Provided records START
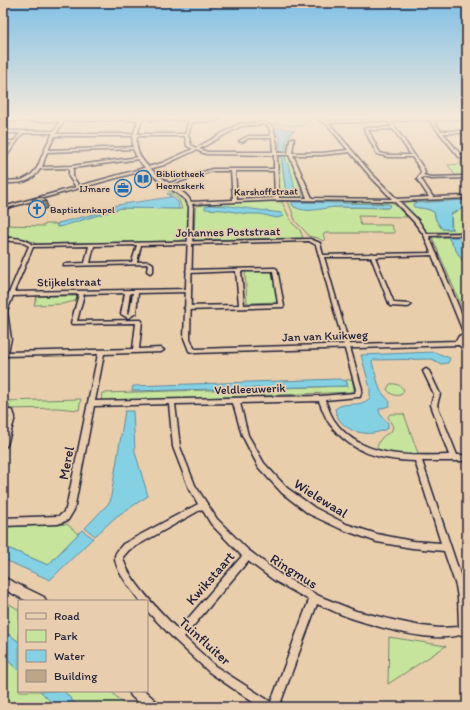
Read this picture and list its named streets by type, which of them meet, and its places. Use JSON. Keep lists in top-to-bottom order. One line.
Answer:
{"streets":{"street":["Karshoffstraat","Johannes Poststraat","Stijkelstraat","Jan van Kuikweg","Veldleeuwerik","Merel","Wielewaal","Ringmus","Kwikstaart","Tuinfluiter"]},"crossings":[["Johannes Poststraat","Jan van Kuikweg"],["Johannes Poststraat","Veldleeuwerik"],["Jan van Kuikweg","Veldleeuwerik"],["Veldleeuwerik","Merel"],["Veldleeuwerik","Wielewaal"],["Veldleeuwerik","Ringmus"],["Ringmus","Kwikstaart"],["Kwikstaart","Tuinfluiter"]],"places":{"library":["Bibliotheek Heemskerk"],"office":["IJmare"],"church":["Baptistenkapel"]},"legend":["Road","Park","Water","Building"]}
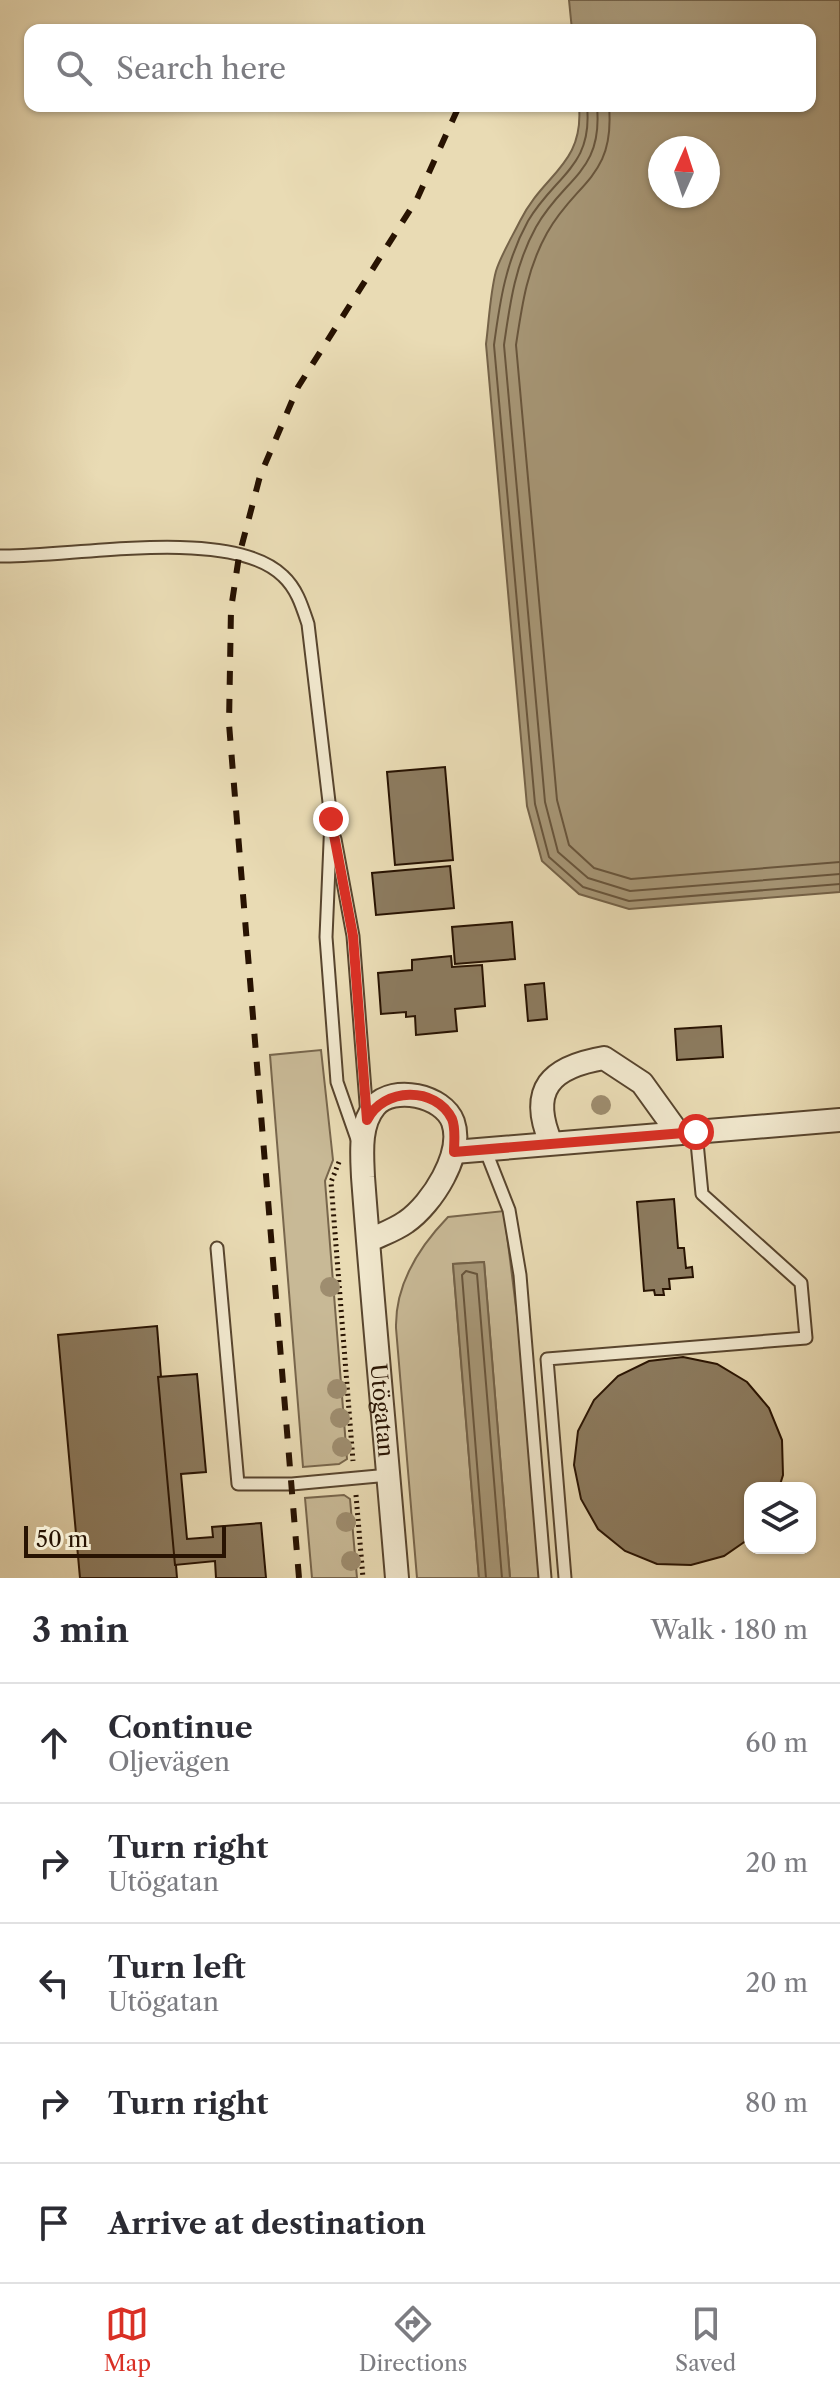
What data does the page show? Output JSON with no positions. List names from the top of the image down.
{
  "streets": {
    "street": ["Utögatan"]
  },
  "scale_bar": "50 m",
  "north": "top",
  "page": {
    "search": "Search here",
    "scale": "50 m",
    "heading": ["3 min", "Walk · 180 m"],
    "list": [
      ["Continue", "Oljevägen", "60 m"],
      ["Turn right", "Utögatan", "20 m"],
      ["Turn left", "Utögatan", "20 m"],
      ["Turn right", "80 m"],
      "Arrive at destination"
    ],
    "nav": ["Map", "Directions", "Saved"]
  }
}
Provided records END
Exercise objective -> Without including any pictures, repeat the records above exactly.

Result below ->
Read this picture and list its named streets by type, which of them meet, and its places. Use JSON. Keep lists in top-to-bottom order. One line.
Answer:
{"streets":{"street":["Karshoffstraat","Johannes Poststraat","Stijkelstraat","Jan van Kuikweg","Veldleeuwerik","Merel","Wielewaal","Ringmus","Kwikstaart","Tuinfluiter"]},"crossings":[["Johannes Poststraat","Jan van Kuikweg"],["Johannes Poststraat","Veldleeuwerik"],["Jan van Kuikweg","Veldleeuwerik"],["Veldleeuwerik","Merel"],["Veldleeuwerik","Wielewaal"],["Veldleeuwerik","Ringmus"],["Ringmus","Kwikstaart"],["Kwikstaart","Tuinfluiter"]],"places":{"library":["Bibliotheek Heemskerk"],"office":["IJmare"],"church":["Baptistenkapel"]},"legend":["Road","Park","Water","Building"]}
What data does the page show? Output JSON with no positions. List names from the top of the image down.
{
  "streets": {
    "street": ["Utögatan"]
  },
  "scale_bar": "50 m",
  "north": "top",
  "page": {
    "search": "Search here",
    "scale": "50 m",
    "heading": ["3 min", "Walk · 180 m"],
    "list": [
      ["Continue", "Oljevägen", "60 m"],
      ["Turn right", "Utögatan", "20 m"],
      ["Turn left", "Utögatan", "20 m"],
      ["Turn right", "80 m"],
      "Arrive at destination"
    ],
    "nav": ["Map", "Directions", "Saved"]
  }
}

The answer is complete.